## DATA FOR PROCESSING
=== Begin Enclosure ===

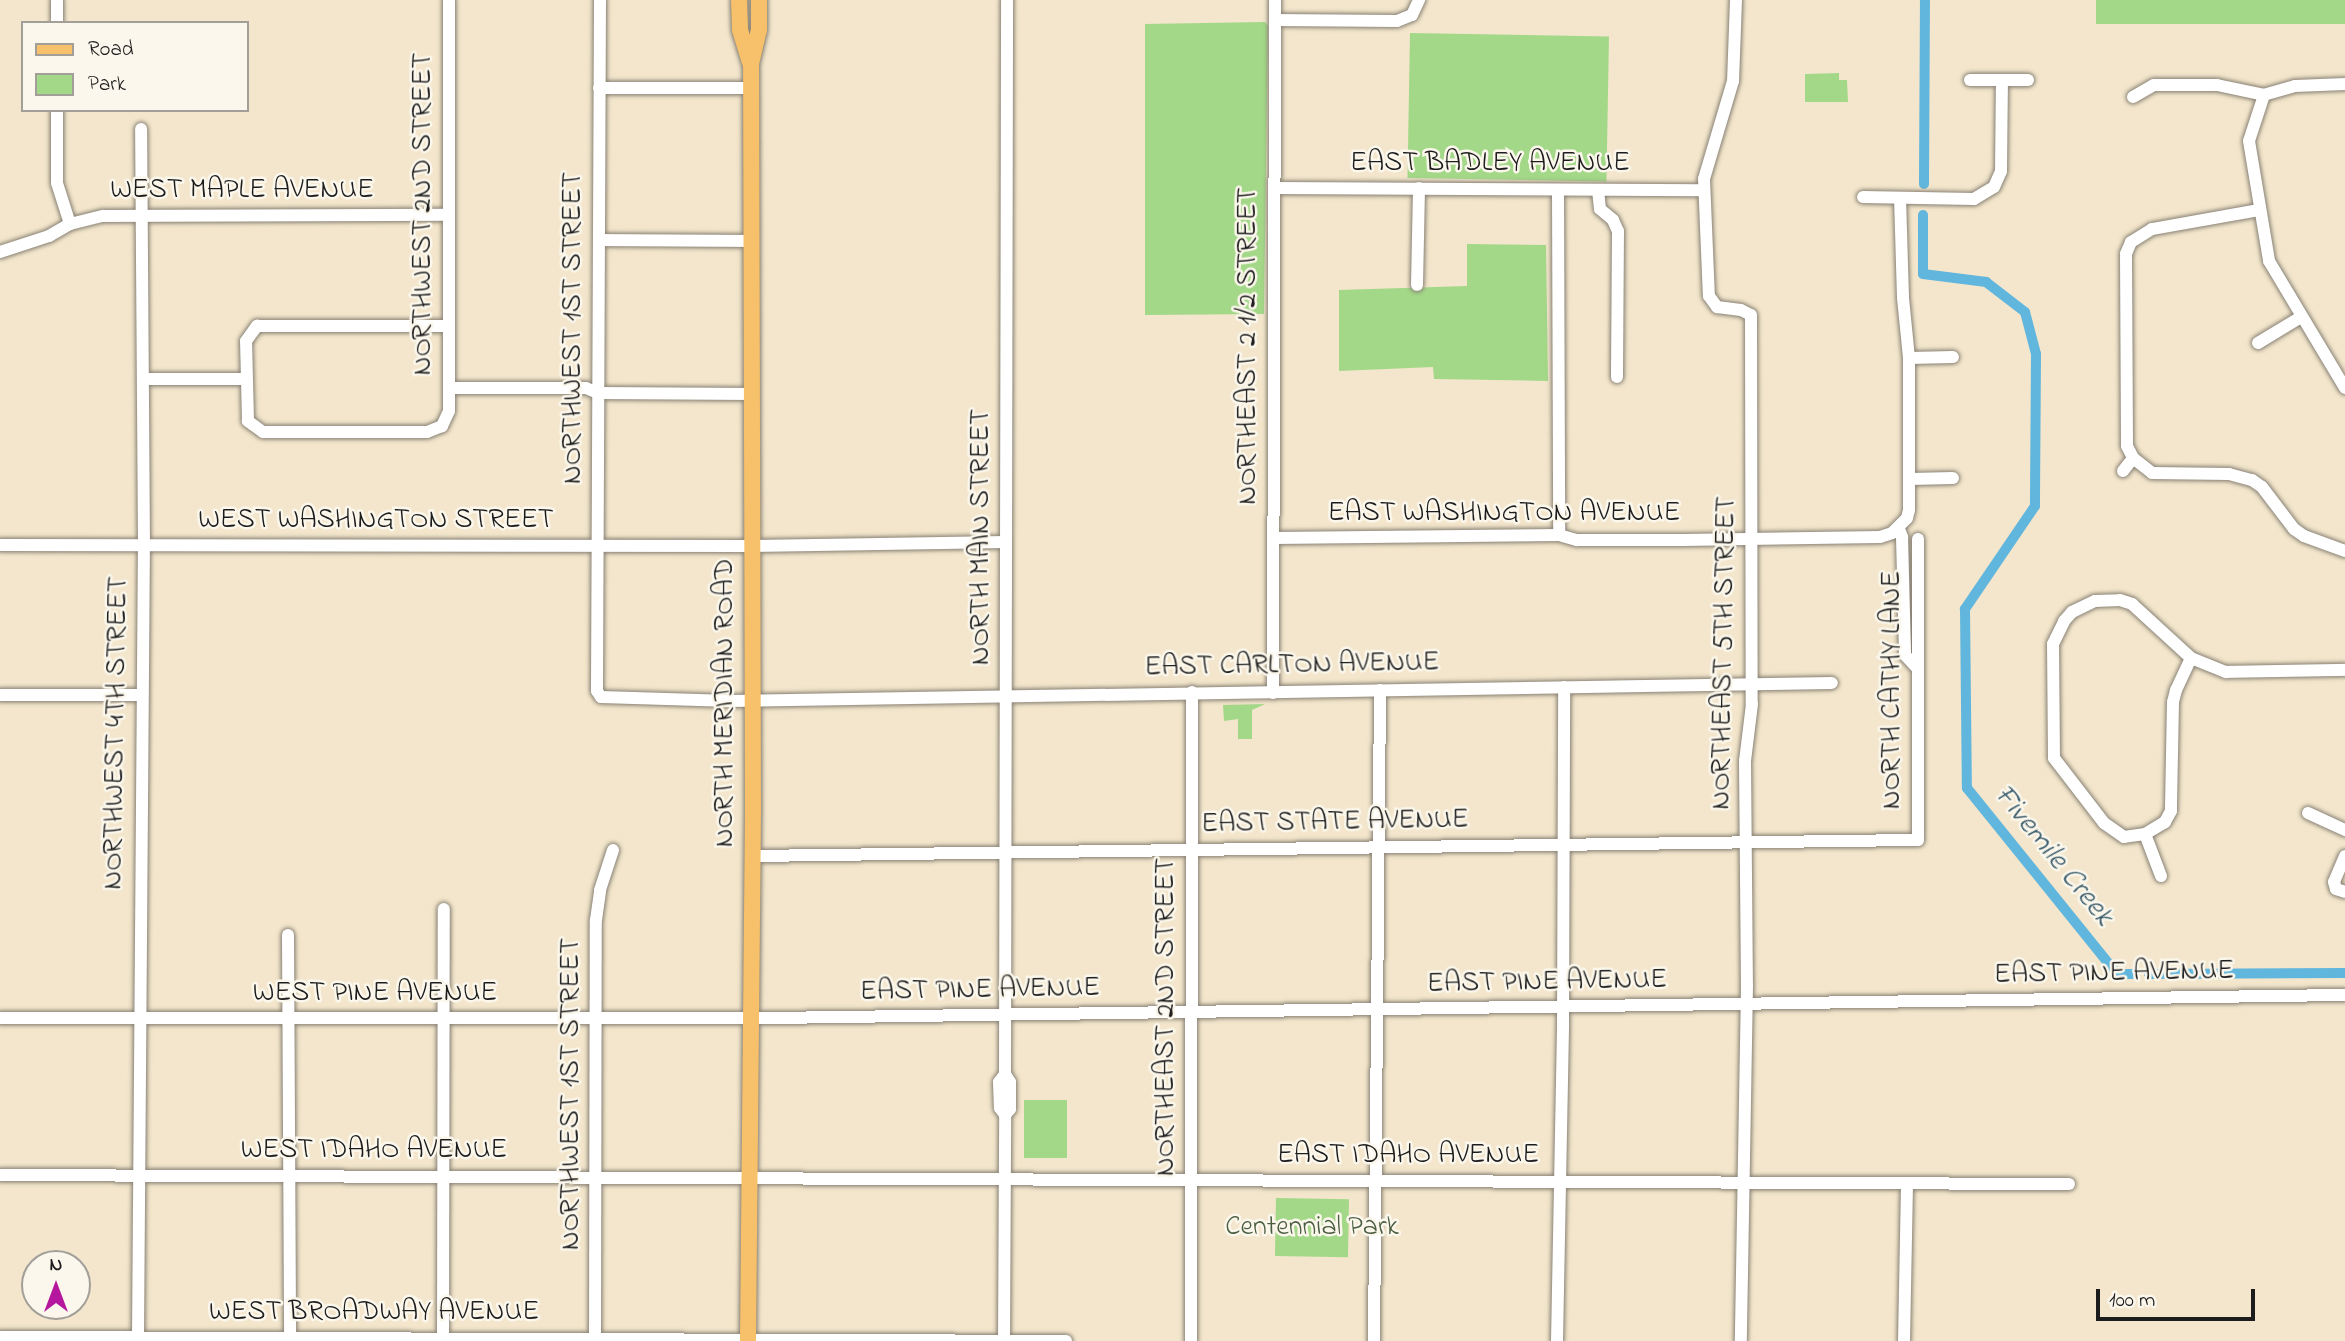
<!DOCTYPE html>
<style>
body{margin:0}
#map{position:relative;width:2345px;height:1341px;overflow:hidden;background:#f3e6cc;font-family:"Indie Flower",sans-serif}
div>[style]{position:absolute}
.green>*{inset:0;background:#a3d888;transform-origin:0 0}
.canal>*{height:10px;margin:-5px;padding:0 5px;transform-origin:5px;border-radius:5px;background:#61b6dd}
.roads{filter:drop-shadow(0 0 2px #888174) drop-shadow(0 0 2px #888174)}
.minor>*{height:12px;margin:-6px;padding:0 6px;transform-origin:6px;border-radius:6px;background:#fff}
.major>*{height:16px;margin:-8px;padding:0 8px;transform-origin:8px;border-radius:8px;background:#f7c06b}
span{translate:-50% -50%;white-space:nowrap;text-align:center;line-height:1.15;-webkit-text-stroke:5px #fbf7ec;paint-order:stroke}
.street-label{font-size:28px;color:#1c1c1c}
.park-label{font-size:28px;color:#4b5e42}
.water-label{font-size:30px;color:#385a69;font-style:italic}
.legend{position:absolute;left:21px;top:21px;width:228px;height:91px;box-sizing:border-box;background:#fbf7ec;border:2px solid #a29f99;margin:0;padding:9px 12px;list-style:none;font-size:21px;color:#1c1c1c}
.legend li{display:flex;align-items:center;gap:14px;height:35px}
.legend b{width:35px;border:2px solid #a29f99}
.north{position:absolute;left:21px;top:1250px;width:70px;height:70px;box-sizing:border-box;background:#fbf7ec;border:2px solid #a29f99;border-radius:50%;rotate:0deg;font-size:19px;font-weight:700;line-height:28px;text-align:center;color:#1c1c1c}
.north::after{content:'';display:block;margin:auto;width:24px;height:32px;background:#b5179e;clip-path:polygon(50% 0,100% 100%,50% 72%,0 100%)}
.scale{position:absolute;left:2096px;top:1289px;width:159px;height:32px;box-sizing:border-box;border:4px solid #1c1c1c;border-top:0;padding-left:9px;font-size:21px;line-height:24px;white-space:nowrap;color:#1c1c1c;-webkit-text-stroke:5px #fbf7ec;paint-order:stroke}
</style>
<div id="map">
<div class="green">
<i style="left:2096px;top:0;width:249px;height:24px"></i>
<i style="clip-path:polygon(1265px 22px,1268px 26px,1264px 314px,1145px 315px,1145px 24px)"></i>
<i style="left:1410px;top:33px;width:199px;height:145px;rotate:1deg"></i>
<i style="clip-path:polygon(1839px 73px,1839px 80px,1847px 80px,1848px 102px,1805px 102px,1805px 74px)"></i>
<i style="clip-path:polygon(1467px 244px,1546px 245px,1548px 381px,1434px 379px,1433px 367px,1339px 371px,1339px 290px,1467px 286px)"></i>
<i style="clip-path:polygon(1265px 704px,1252px 710px,1252px 739px,1238px 739px,1238px 719px,1224px 721px,1223px 705px)"></i>
<i style="left:1024px;top:1100px;width:43px;height:58px"></i>
<i style="left:1276px;top:1198px;width:73px;height:58px;rotate:1deg"></i>
</div>
<div class="canal">
<i style="left:1924px;top:184px;width:184px;rotate:-89.7deg"></i>
<i style="left:1923px;top:215px;width:59px;rotate:90deg"></i>
<i style="left:1923px;top:274px;width:64px;rotate:7.2deg"></i>
<i style="left:1986px;top:282px;width:49px;rotate:37.6deg"></i>
<i style="left:2025px;top:312px;width:43px;rotate:75.3deg"></i>
<i style="left:2036px;top:354px;width:152px;rotate:90.4deg"></i>
<i style="left:2035px;top:506px;width:125px;rotate:124.2deg"></i>
<i style="left:1965px;top:609px;width:179px;rotate:89.4deg"></i>
<i style="left:1967px;top:788px;width:239px;rotate:51.1deg"></i>
<i style="left:2117px;top:974px;width:15px"></i>
<i style="left:2149px;top:974px;width:196px;rotate:-0.3deg"></i>
</div>
<div class="roads">
<div class="minor">
<i style="left:57px;top:0;width:23px;rotate:90deg"></i>
<i style="left:449px;top:0;width:411px;rotate:90deg"></i>
<i style="left:449px;top:411px;width:17px;rotate:115deg"></i>
<i style="left:442px;top:426px;width:16px;rotate:158deg"></i>
<i style="left:427px;top:432px;width:164px;rotate:180deg"></i>
<i style="left:263px;top:432px;width:19px;rotate:-144deg"></i>
<i style="left:248px;top:421px;width:80px;rotate:-91.4deg"></i>
<i style="left:246px;top:341px;width:19px;rotate:-54deg"></i>
<i style="left:257px;top:326px;width:192px"></i>
<i style="left:600px;top:0;width:691px;rotate:90.25deg"></i>
<i style="left:597px;top:691px;width:7px;rotate:56deg"></i>
<i style="left:601px;top:697px;width:130px;rotate:1.8deg"></i>
<i style="left:731px;top:701px;width:1101px;rotate:-0.94deg"></i>
<i style="left:1736px;top:0;width:81px;rotate:92.1deg"></i>
<i style="left:1733px;top:81px;width:102px;rotate:106.5deg"></i>
<i style="left:1704px;top:179px;width:117px;rotate:87.6deg"></i>
<i style="left:1709px;top:296px;width:14px;rotate:54deg"></i>
<i style="left:1717px;top:307px;width:24px;rotate:7deg"></i>
<i style="left:1741px;top:310px;width:11px;rotate:27deg"></i>
<i style="left:1751px;top:315px;width:389px;rotate:89.9deg"></i>
<i style="left:1752px;top:704px;width:57px;rotate:97deg"></i>
<i style="left:1745px;top:761px;width:225px;rotate:89.5deg"></i>
<i style="left:1747px;top:986px;width:355px;rotate:91deg"></i>
<i style="left:1275px;top:20px;width:122px;rotate:0.5deg"></i>
<i style="left:1397px;top:21px;width:16px;rotate:-22deg"></i>
<i style="left:1412px;top:15px;width:17px;rotate:-65deg"></i>
<i style="left:1970px;top:80px;width:58px"></i>
<i style="left:2345px;top:84px;width:50px;rotate:177.7deg"></i>
<i style="left:2295px;top:86px;width:32px;rotate:164deg"></i>
<i style="left:2264px;top:95px;width:48px;rotate:108.1deg"></i>
<i style="left:2249px;top:141px;width:122px;rotate:80.5deg"></i>
<i style="left:2269px;top:261px;width:148px;rotate:59.1deg"></i>
<i style="left:599px;top:88px;width:152px"></i>
<i style="left:2133px;top:97px;width:24px;rotate:-30deg"></i>
<i style="left:2154px;top:85px;width:63px"></i>
<i style="left:2217px;top:85px;width:48px;rotate:12deg"></i>
<i style="left:57px;top:110px;width:73px;rotate:90deg"></i>
<i style="left:57px;top:183px;width:43px;rotate:72.4deg"></i>
<i style="left:1274px;top:188px;width:430px;rotate:0.3deg"></i>
<i style="left:1558px;top:190px;width:345px;rotate:89.8deg"></i>
<i style="left:1598px;top:190px;width:19px;rotate:84deg"></i>
<i style="left:1600px;top:209px;width:17px;rotate:40deg"></i>
<i style="left:1613px;top:220px;width:12px;rotate:66deg"></i>
<i style="left:1618px;top:231px;width:146px;rotate:90.4deg"></i>
<i style="left:1863px;top:197px;width:111px;rotate:1deg"></i>
<i style="left:1974px;top:199px;width:23px;rotate:-31deg"></i>
<i style="left:1994px;top:187px;width:17px;rotate:-66deg"></i>
<i style="left:2001px;top:171px;width:91px;rotate:-89.4deg"></i>
<i style="left:2259px;top:210px;width:109px;rotate:169.9deg"></i>
<i style="left:2152px;top:229px;width:25px;rotate:148deg"></i>
<i style="left:2131px;top:242px;width:13px;rotate:113deg"></i>
<i style="left:2126px;top:254px;width:192px;rotate:89.7deg"></i>
<i style="left:2127px;top:446px;width:13px;rotate:63deg"></i>
<i style="left:2133px;top:458px;width:24px;rotate:38deg"></i>
<i style="left:2152px;top:473px;width:77px;rotate:0.7deg"></i>
<i style="left:2229px;top:474px;width:24px;rotate:15deg"></i>
<i style="left:2252px;top:480px;width:12px;rotate:35deg"></i>
<i style="left:2262px;top:487px;width:53px;rotate:52.7deg"></i>
<i style="left:2294px;top:529px;width:12px;rotate:35deg"></i>
<i style="left:2304px;top:536px;width:44px;rotate:20.1deg"></i>
<i style="left:599px;top:240px;width:153px;rotate:0.4deg"></i>
<i style="left:0;top:252px;width:52px;rotate:-18.1deg"></i>
<i style="left:49px;top:236px;width:24px;rotate:-30deg"></i>
<i style="left:70px;top:224px;width:34px;rotate:-14deg"></i>
<i style="left:103px;top:216px;width:346px;rotate:-0.2deg"></i>
<i style="left:1417px;top:285px;width:97px;rotate:-88.8deg"></i>
<i style="left:2258px;top:343px;width:50px;rotate:-31.2deg"></i>
<i style="left:1909px;top:358px;width:44px;rotate:-1.3deg"></i>
<i style="left:144px;top:379px;width:101px"></i>
<i style="left:449px;top:388px;width:137px"></i>
<i style="left:586px;top:388px;width:13px;rotate:23deg"></i>
<i style="left:598px;top:393px;width:155px;rotate:0.4deg"></i>
<i style="left:2123px;top:471px;width:16px;rotate:-52deg"></i>
<i style="left:1910px;top:479px;width:43px;rotate:-1.3deg"></i>
<i style="left:1899px;top:529px;width:9px;rotate:69deg"></i>
<i style="left:1902px;top:537px;width:118px;rotate:88.5deg"></i>
<i style="left:1905px;top:655px;width:18px;rotate:47deg"></i>
<i style="left:1274px;top:538px;width:285px;rotate:-0.6deg"></i>
<i style="left:1559px;top:535px;width:19px;rotate:16deg"></i>
<i style="left:1577px;top:540px;width:106px"></i>
<i style="left:1683px;top:540px;width:197px;rotate:-0.9deg"></i>
<i style="left:1880px;top:537px;width:13px;rotate:-18deg"></i>
<i style="left:1892px;top:533px;width:21px;rotate:-45deg"></i>
<i style="left:1907px;top:518px;width:8px;rotate:-76deg"></i>
<i style="left:1909px;top:510px;width:152px;rotate:-90deg"></i>
<i style="left:1909px;top:358px;width:60px;rotate:-95.7deg"></i>
<i style="left:1903px;top:298px;width:100px;rotate:-91.7deg"></i>
<i style="left:0;top:545px;width:752px;rotate:0.08deg"></i>
<i style="left:752px;top:546px;width:254px;rotate:-0.9deg"></i>
<i style="left:2191px;top:658px;width:35px;rotate:115deg"></i>
<i style="left:2176px;top:690px;width:12px;rotate:104deg"></i>
<i style="left:2173px;top:702px;width:109px;rotate:91.1deg"></i>
<i style="left:2171px;top:811px;width:13px;rotate:119deg"></i>
<i style="left:2165px;top:822px;width:23px;rotate:149deg"></i>
<i style="left:2145px;top:834px;width:21px;rotate:172deg"></i>
<i style="left:2124px;top:837px;width:24px;rotate:-145deg"></i>
<i style="left:2104px;top:823px;width:82px;rotate:-127.6deg"></i>
<i style="left:2054px;top:758px;width:114px;rotate:-90.5deg"></i>
<i style="left:2053px;top:644px;width:25px;rotate:-64deg"></i>
<i style="left:2064px;top:621px;width:12px;rotate:-48deg"></i>
<i style="left:2072px;top:612px;width:25px;rotate:-26deg"></i>
<i style="left:2095px;top:601px;width:25px;rotate:-2deg"></i>
<i style="left:2120px;top:600px;width:13px;rotate:18deg"></i>
<i style="left:2132px;top:604px;width:80px;rotate:42.5deg"></i>
<i style="left:2191px;top:658px;width:38px;rotate:22deg"></i>
<i style="left:2226px;top:672px;width:119px;rotate:-1deg"></i>
<i style="left:1273px;top:693px;width:693px;rotate:-89.83deg"></i>
<i style="left:0;top:695px;width:141px"></i>
<i style="left:2308px;top:813px;width:41px;rotate:24.7deg"></i>
<i style="left:2145px;top:834px;width:45px;rotate:69.1deg"></i>
<i style="left:753px;top:856px;width:1165px;rotate:-0.79deg"></i>
<i style="left:1918px;top:840px;width:301px;rotate:-90deg"></i>
<i style="left:2345px;top:856px;width:28px;rotate:113deg"></i>
<i style="left:2334px;top:882px;width:7px;rotate:74deg"></i>
<i style="left:2336px;top:889px;width:9px;rotate:18deg"></i>
<i style="left:288px;top:935px;width:406px;rotate:89.7deg"></i>
<i style="left:0;top:1018px;width:773px"></i>
<i style="left:773px;top:1018px;width:1572px;rotate:-0.84deg"></i>
<i style="left:1005px;top:1074px;width:10px;rotate:127deg"></i>
<i style="left:999px;top:1082px;width:26px;rotate:88deg"></i>
<i style="left:1000px;top:1108px;width:9px;rotate:54deg"></i>
<i style="left:0;top:1175px;width:2069px;rotate:0.25deg"></i>
<i style="left:0;top:1337px;width:1066px;rotate:0.21deg"></i>
<i style="left:138px;top:1337px;width:792px;rotate:-89.57deg"></i>
<i style="left:144px;top:545px;width:416px;rotate:-90.4deg"></i>
<i style="left:443px;top:1341px;width:432px;rotate:-89.9deg"></i>
<i style="left:595px;top:1341px;width:421px;rotate:-89.9deg"></i>
<i style="left:596px;top:920px;width:30px;rotate:-82deg"></i>
<i style="left:600px;top:890px;width:42px;rotate:-72deg"></i>
<i style="left:1004px;top:1341px;width:226px;rotate:-89.7deg"></i>
<i style="left:1005px;top:1115px;width:8px;rotate:-50deg"></i>
<i style="left:1010px;top:1109px;width:27px;rotate:-90deg"></i>
<i style="left:1010px;top:1082px;width:9px;rotate:-122deg"></i>
<i style="left:1005px;top:1074px;width:1074px;rotate:-89.89deg"></i>
<i style="left:1191px;top:1341px;width:649px;rotate:-89.91deg"></i>
<i style="left:1374px;top:1341px;width:651px;rotate:-89.47deg"></i>
<i style="left:1557px;top:1341px;width:317px;rotate:-88.9deg"></i>
<i style="left:1563px;top:1024px;width:337px;rotate:-89.8deg"></i>
<i style="left:1904px;top:1341px;width:158px;rotate:-88.9deg"></i>
</div>
<div class="major">
<i style="left:739px;top:0;width:30px;rotate:88deg"></i>
<i style="left:740px;top:30px;width:34px;rotate:73deg"></i>
<i style="left:748px;top:1341px;width:531px;rotate:-89.46deg"></i>
<i style="left:753px;top:810px;width:746px;rotate:-90.15deg"></i>
<i style="left:751px;top:64px;width:35px;rotate:-77deg"></i>
<i style="left:759px;top:30px;width:30px;rotate:-90deg"></i>
</div>
</div>
<div class="street-label">
<span style="left:1490px;top:164px">EAST BADLEY AVENUE</span>
<span style="left:242px;top:191px">WEST MAPLE AVENUE</span>
<span style="left:424px;top:214px;rotate:-90deg">NORTHWEST 2ND STREET</span>
<span style="left:574px;top:328px;rotate:-90deg">NORTHWEST 1ST STREET</span>
<span style="left:1249px;top:346px;rotate:-90deg">NORTHEAST 2 1/2 STREET</span>
<span style="left:1504px;top:514px">EAST WASHINGTON AVENUE</span>
<span style="left:376px;top:521px">WEST WASHINGTON STREET</span>
<span style="left:982px;top:537px;rotate:-90deg">NORTH MAIN STREET</span>
<span style="left:1725px;top:653px;rotate:-89deg">NORTHEAST 5TH STREET</span>
<span style="left:1292px;top:666px;rotate:-1deg">EAST CARLTON AVENUE</span>
<span style="left:1893px;top:690px;rotate:-90deg">NORTH CATHY LANE</span>
<span style="left:726px;top:703px;rotate:-90deg">NORTH MERIDIAN ROAD</span>
<span style="left:117px;top:733px;rotate:-89deg">NORTHWEST 4TH STREET</span>
<span style="left:1335px;top:823px;rotate:-1deg">EAST STATE AVENUE</span>
<span style="left:2114px;top:974px;rotate:-1deg">EAST PINE AVENUE</span>
<span style="left:1547px;top:983px;rotate:-1deg">EAST PINE AVENUE</span>
<span style="left:980px;top:991px;rotate:-1deg">EAST PINE AVENUE</span>
<span style="left:375px;top:994px">WEST PINE AVENUE</span>
<span style="left:1167px;top:1017px;rotate:-90deg">NORTHEAST 2ND STREET</span>
<span style="left:572px;top:1094px;rotate:-90deg">NORTHWEST 1ST STREET</span>
<span style="left:374px;top:1151px">WEST IDAHO AVENUE</span>
<span style="left:1408px;top:1156px">EAST IDAHO AVENUE</span>
<span style="left:374px;top:1313px">WEST BROADWAY AVENUE</span>
</div>
<div class="park-label">
<span style="left:1312px;top:1228px">Centennial Park</span>
</div>
<div class="water-label">
<span style="left:2053px;top:856px;rotate:51deg">Fivemile Creek</span>
</div>
<ul class="legend">
<li><b style="height:9px;background:#f7c06b"></b>Road</li>
<li><b style="height:19px;background:#a3d888"></b>Park</li>
</ul>
<div class="north">N</div>
<div class="scale">100 m</div>
</div>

=== End Enclosure ===

## WHAT YOU ARE ASKED TO DO
Check each line of the records for the word "stroke" and extract those that contain it.

## EXERCISE OUTPUT
span{translate:-50% -50%;white-space:nowrap;text-align:center;line-height:1.15;-webkit-text-stroke:5px #fbf7ec;paint-order:stroke}
.scale{position:absolute;left:2096px;top:1289px;width:159px;height:32px;box-sizing:border-box;border:4px solid #1c1c1c;border-top:0;padding-left:9px;font-size:21px;line-height:24px;white-space:nowrap;color:#1c1c1c;-webkit-text-stroke:5px #fbf7ec;paint-order:stroke}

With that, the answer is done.